**Exercise:**
Up to and including the line that contains "Instruction: What data", reproduce every line exactly, beginning with the first line below.

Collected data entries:
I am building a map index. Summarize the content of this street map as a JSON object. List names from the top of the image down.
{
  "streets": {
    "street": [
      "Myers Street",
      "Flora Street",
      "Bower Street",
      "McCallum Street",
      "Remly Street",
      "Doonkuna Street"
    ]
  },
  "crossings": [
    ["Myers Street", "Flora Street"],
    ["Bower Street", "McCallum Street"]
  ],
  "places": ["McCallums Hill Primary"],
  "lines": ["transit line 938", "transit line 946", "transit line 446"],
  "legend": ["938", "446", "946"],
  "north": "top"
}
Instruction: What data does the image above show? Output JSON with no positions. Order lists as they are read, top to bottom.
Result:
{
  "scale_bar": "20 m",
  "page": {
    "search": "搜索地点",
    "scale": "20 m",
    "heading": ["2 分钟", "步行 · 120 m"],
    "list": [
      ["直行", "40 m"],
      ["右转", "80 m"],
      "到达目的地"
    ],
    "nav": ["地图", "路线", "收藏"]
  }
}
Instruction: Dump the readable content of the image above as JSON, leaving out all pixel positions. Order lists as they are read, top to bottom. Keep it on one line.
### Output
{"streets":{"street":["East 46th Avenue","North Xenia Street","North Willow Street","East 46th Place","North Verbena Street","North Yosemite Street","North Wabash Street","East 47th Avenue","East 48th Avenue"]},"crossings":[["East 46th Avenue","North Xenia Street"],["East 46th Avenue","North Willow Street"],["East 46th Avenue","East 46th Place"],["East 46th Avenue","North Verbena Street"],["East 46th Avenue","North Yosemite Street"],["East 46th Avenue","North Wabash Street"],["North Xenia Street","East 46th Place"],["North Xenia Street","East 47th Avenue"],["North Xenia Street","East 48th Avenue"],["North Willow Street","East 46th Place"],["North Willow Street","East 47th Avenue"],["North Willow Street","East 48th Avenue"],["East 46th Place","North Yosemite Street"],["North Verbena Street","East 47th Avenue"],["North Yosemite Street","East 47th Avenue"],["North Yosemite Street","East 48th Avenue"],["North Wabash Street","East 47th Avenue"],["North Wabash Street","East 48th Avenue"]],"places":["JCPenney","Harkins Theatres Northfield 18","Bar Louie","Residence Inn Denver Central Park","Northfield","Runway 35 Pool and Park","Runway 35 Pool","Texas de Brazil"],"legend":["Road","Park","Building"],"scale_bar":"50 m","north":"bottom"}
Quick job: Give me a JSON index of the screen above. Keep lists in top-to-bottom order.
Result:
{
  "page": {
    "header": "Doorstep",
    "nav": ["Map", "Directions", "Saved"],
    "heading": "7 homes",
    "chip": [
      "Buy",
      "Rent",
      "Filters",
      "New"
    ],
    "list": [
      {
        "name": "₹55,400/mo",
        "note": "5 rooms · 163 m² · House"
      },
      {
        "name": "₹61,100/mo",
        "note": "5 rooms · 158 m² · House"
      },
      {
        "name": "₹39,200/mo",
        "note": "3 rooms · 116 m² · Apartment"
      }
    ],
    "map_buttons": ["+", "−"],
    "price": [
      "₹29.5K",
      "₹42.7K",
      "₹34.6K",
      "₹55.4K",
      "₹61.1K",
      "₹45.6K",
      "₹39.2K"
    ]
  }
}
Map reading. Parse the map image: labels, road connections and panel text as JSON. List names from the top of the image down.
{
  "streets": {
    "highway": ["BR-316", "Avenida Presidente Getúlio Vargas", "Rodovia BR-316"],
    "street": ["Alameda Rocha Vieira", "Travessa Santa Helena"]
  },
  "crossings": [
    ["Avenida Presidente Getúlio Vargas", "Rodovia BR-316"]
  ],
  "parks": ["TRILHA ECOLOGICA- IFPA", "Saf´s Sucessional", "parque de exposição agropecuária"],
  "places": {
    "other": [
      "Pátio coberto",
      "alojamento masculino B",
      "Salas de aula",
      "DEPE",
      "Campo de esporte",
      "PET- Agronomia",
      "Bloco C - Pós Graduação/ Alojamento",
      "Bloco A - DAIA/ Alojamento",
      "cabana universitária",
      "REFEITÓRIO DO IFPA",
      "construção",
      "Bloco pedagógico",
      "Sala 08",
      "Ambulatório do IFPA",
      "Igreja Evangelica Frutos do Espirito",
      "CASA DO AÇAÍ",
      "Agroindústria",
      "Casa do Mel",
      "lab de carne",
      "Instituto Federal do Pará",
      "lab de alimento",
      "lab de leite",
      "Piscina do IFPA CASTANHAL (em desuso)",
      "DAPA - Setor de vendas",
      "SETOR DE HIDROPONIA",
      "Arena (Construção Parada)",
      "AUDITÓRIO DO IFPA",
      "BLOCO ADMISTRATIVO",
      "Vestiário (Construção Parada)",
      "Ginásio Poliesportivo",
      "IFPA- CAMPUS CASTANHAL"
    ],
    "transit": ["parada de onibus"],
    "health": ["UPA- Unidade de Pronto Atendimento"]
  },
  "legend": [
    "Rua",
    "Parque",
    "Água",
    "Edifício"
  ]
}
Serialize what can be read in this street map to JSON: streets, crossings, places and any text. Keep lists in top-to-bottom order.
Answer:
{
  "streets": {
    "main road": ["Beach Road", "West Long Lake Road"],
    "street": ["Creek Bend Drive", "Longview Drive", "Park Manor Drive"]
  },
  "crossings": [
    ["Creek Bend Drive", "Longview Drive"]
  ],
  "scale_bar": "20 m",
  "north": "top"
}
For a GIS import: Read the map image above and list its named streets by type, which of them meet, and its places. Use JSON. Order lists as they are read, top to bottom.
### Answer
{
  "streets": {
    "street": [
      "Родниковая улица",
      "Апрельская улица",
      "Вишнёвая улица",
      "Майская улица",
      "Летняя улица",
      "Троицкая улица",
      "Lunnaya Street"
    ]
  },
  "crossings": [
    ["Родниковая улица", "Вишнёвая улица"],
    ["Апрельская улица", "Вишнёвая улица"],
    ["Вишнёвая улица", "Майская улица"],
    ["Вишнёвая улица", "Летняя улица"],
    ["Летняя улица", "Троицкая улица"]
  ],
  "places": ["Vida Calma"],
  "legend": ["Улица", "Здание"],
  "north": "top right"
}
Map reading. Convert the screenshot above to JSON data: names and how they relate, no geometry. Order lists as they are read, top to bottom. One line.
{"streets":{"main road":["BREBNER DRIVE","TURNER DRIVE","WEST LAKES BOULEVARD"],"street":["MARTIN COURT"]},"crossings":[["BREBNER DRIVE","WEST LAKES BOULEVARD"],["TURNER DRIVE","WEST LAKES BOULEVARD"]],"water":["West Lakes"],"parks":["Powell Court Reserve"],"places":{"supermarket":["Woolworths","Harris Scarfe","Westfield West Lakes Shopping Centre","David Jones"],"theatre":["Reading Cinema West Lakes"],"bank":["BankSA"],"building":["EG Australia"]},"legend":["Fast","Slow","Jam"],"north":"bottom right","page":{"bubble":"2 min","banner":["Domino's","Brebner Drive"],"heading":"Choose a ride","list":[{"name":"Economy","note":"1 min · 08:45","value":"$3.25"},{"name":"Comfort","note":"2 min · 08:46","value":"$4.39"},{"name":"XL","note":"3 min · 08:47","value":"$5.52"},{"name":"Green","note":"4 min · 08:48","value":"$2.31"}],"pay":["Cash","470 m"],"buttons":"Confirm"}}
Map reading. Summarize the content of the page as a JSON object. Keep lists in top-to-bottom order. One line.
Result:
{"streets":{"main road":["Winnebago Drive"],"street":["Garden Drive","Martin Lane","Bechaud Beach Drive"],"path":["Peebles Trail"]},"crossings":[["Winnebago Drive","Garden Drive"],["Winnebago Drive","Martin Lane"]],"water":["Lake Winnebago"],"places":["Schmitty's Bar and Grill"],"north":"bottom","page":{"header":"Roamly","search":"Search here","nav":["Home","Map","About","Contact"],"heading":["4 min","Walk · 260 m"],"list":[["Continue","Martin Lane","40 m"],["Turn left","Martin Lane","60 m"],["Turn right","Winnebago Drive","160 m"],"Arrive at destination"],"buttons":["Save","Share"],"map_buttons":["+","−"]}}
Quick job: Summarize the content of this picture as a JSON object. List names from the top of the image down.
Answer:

**Solution for this problem:**
I am building a map index. Summarize the content of this street map as a JSON object. List names from the top of the image down.
{
  "streets": {
    "street": [
      "Myers Street",
      "Flora Street",
      "Bower Street",
      "McCallum Street",
      "Remly Street",
      "Doonkuna Street"
    ]
  },
  "crossings": [
    ["Myers Street", "Flora Street"],
    ["Bower Street", "McCallum Street"]
  ],
  "places": ["McCallums Hill Primary"],
  "lines": ["transit line 938", "transit line 946", "transit line 446"],
  "legend": ["938", "446", "946"],
  "north": "top"
}
Instruction: What data does the image above show? Output JSON with no positions. Order lists as they are read, top to bottom.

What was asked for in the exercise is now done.